Non-stationary, filter-stable acoustic objects as atoms of voiced speech

Conference: Sprachkommunikation 2008 - 8. ITG-Fachtagung
10/08/2008 - 10/10/2008 at Aachen, Germany

Proceedings: Sprachkommunikation 2008

Pages: 4

Drepper, Friedhelm R. (Zentralinstitut für Elektronik, Forschungszentrum Jülich GmbH)
Schlüter, Ralf (Lehrstuhl für Informatik 6, Computer Science Department, RWTH Aachen University)

Pitch (and loudness) perception can be interpreted as conscious part of a perception module which separates the phonological and linguistic time scales of speech signals from the phonetically relevant ones.
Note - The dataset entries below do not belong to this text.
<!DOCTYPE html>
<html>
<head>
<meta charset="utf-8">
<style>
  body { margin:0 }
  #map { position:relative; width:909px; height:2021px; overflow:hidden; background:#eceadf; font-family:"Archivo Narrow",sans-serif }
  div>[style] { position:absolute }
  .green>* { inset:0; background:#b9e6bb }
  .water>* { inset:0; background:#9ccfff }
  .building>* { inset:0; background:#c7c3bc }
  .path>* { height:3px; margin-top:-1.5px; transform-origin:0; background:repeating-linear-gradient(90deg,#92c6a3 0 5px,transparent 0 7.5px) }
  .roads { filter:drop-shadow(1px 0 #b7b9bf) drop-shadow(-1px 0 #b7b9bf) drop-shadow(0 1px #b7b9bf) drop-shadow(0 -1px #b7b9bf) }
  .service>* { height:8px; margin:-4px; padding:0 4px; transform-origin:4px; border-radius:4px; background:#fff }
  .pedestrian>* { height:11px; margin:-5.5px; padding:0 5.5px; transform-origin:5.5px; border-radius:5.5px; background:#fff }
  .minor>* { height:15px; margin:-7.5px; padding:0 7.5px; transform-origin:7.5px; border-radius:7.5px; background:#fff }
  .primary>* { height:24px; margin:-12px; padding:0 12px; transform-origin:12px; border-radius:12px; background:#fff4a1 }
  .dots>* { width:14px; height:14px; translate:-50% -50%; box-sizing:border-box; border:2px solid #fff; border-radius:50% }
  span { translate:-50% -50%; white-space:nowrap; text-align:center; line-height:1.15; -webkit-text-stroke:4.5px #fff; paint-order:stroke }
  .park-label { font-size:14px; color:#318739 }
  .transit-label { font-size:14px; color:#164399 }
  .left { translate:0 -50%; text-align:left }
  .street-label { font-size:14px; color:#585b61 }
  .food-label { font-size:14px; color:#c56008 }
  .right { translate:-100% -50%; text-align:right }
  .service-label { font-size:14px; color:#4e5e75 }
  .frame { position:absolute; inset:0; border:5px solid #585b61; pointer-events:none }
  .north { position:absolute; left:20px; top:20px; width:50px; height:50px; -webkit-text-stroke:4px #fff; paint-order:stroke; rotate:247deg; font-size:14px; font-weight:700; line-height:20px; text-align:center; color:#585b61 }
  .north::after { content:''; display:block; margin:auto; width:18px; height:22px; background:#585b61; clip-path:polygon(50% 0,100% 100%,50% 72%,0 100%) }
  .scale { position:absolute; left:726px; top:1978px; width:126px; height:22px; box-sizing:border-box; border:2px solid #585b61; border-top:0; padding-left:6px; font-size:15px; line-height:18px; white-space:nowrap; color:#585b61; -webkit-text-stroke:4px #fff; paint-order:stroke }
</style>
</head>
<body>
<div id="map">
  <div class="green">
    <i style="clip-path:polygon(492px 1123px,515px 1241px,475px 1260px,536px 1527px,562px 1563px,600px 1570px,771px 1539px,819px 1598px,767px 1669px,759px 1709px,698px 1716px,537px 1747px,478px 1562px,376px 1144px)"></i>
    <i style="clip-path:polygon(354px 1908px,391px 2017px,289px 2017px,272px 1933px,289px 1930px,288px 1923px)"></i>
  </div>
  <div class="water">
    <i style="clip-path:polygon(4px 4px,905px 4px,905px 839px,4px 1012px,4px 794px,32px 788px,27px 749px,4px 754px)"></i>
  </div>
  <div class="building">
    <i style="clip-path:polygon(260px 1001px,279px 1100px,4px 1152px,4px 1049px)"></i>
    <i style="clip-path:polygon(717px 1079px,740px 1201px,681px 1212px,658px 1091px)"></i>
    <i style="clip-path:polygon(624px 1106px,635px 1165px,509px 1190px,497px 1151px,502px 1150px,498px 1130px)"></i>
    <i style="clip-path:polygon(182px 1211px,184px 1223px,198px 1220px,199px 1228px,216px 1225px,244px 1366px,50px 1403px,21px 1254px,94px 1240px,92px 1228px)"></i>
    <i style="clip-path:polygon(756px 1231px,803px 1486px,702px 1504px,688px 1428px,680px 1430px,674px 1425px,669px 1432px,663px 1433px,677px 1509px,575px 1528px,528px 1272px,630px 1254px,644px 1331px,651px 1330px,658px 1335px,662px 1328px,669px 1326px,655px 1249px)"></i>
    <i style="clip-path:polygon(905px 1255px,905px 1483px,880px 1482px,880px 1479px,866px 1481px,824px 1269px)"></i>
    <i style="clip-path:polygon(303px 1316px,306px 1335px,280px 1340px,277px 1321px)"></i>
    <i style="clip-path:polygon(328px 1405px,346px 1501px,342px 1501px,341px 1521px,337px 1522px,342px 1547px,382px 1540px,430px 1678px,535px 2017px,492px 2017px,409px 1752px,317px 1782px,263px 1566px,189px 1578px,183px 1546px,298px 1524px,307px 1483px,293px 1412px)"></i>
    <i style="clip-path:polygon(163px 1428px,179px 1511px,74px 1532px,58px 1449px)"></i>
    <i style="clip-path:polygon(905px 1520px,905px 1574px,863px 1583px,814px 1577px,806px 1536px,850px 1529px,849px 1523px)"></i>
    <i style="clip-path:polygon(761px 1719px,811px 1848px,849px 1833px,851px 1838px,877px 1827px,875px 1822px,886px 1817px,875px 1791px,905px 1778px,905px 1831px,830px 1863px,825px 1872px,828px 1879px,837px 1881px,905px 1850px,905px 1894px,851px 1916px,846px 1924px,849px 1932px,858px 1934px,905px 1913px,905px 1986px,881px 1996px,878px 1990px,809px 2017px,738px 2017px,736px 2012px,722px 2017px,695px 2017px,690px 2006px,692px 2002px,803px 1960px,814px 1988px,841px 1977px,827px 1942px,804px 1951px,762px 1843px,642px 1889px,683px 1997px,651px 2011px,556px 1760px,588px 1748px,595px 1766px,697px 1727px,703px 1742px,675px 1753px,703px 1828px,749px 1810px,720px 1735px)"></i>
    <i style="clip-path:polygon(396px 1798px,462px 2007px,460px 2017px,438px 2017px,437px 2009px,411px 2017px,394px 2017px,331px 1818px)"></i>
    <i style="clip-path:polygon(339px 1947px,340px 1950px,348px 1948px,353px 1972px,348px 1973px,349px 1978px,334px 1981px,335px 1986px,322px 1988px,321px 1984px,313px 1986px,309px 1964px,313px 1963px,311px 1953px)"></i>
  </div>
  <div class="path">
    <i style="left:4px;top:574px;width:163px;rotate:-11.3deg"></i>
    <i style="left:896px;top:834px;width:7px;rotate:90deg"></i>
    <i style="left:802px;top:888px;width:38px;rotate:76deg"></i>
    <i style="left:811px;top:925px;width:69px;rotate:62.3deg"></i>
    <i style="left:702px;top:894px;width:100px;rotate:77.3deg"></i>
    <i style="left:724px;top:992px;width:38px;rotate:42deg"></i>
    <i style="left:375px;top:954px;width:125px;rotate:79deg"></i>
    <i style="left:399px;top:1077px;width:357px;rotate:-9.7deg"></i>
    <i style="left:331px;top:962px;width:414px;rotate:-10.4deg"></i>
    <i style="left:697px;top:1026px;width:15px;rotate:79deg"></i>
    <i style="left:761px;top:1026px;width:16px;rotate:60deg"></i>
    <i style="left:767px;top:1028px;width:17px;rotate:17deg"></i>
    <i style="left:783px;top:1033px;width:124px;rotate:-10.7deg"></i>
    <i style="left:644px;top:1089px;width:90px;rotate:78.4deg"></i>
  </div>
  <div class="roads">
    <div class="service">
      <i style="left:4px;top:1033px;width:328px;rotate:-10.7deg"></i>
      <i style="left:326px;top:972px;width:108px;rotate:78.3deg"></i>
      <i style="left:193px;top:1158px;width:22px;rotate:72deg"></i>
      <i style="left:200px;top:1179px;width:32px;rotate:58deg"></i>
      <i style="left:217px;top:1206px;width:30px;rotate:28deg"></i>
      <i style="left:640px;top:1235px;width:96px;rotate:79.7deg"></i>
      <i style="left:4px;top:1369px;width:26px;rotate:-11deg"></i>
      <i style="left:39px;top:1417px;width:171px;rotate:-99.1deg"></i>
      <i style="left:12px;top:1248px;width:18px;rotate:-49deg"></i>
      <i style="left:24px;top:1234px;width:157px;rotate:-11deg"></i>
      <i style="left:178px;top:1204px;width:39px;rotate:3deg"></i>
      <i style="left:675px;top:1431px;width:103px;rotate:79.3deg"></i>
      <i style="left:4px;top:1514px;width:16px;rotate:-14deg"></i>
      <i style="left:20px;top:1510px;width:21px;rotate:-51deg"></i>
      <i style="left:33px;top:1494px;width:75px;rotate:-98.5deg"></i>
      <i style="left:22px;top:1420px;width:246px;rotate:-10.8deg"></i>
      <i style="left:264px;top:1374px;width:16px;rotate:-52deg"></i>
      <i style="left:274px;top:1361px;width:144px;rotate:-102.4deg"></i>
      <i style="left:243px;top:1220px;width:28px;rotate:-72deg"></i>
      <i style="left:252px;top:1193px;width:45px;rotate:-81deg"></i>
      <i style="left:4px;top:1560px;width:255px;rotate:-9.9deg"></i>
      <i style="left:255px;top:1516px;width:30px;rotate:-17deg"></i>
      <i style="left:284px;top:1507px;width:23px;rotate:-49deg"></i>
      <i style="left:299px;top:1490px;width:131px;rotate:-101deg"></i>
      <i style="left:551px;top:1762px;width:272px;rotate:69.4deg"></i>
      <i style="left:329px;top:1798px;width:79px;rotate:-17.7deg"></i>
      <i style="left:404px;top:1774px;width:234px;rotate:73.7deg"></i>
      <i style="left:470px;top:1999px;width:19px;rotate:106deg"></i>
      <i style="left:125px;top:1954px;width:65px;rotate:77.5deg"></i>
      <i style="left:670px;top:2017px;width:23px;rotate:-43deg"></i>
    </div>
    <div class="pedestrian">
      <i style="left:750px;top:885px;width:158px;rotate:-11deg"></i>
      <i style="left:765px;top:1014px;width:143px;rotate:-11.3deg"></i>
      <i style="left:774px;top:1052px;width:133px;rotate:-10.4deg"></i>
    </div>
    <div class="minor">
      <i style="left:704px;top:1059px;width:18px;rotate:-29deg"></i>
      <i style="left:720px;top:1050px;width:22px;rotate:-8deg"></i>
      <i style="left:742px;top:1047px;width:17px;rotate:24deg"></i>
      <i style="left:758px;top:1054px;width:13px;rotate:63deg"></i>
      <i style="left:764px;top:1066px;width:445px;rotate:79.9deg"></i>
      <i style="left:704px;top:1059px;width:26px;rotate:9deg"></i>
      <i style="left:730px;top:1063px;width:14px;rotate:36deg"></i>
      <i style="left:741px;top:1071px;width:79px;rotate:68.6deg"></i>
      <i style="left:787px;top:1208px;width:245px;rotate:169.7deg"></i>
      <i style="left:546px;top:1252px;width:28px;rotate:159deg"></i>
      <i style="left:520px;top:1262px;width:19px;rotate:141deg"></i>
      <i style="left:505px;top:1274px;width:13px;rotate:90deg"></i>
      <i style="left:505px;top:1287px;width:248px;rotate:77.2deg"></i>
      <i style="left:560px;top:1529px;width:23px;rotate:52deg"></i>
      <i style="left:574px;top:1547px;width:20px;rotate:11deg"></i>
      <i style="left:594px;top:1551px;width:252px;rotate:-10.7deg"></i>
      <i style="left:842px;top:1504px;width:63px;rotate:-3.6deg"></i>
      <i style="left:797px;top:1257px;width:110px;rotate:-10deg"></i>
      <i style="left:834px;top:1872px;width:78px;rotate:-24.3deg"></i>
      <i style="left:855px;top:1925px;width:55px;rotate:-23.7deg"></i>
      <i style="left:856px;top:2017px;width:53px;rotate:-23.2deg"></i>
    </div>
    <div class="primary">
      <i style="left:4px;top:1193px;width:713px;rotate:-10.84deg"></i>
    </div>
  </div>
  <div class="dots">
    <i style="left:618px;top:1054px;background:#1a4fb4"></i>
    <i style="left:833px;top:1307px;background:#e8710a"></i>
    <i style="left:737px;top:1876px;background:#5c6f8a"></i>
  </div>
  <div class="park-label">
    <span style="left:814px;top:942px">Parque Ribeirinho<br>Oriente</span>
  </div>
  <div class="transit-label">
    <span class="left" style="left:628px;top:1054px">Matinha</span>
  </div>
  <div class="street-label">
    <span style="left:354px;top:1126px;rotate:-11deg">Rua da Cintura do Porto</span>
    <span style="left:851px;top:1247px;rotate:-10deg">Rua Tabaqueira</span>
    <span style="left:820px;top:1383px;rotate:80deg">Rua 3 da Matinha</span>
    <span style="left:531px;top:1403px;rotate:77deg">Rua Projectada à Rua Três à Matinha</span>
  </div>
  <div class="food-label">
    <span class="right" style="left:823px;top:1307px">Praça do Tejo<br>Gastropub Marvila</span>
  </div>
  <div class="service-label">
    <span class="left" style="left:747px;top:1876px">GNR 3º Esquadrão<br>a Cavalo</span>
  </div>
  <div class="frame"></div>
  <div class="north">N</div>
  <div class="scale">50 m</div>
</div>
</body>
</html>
In automatic speech processing the time scale separation problem is commonly addressed by assuming a frequency gap in the long term spectrum which is equivalent to the assumption of temporary stationarity. The present approach is based on the alternative hypothesis that communication of voiced parts of speech is based on non-stationary acoustic objects which support a centre filter frequency stable reconstruction of empirical modes (speech formants). The latter ones are interpreted as topologically equivalent images of dominant oscilla-tory modes on the transmitter side and as acoustic corre-lates of spectral pitch perception. The topological invariants of the filter stable empirical modes (formants) represent ideal cues for phoneme recognition.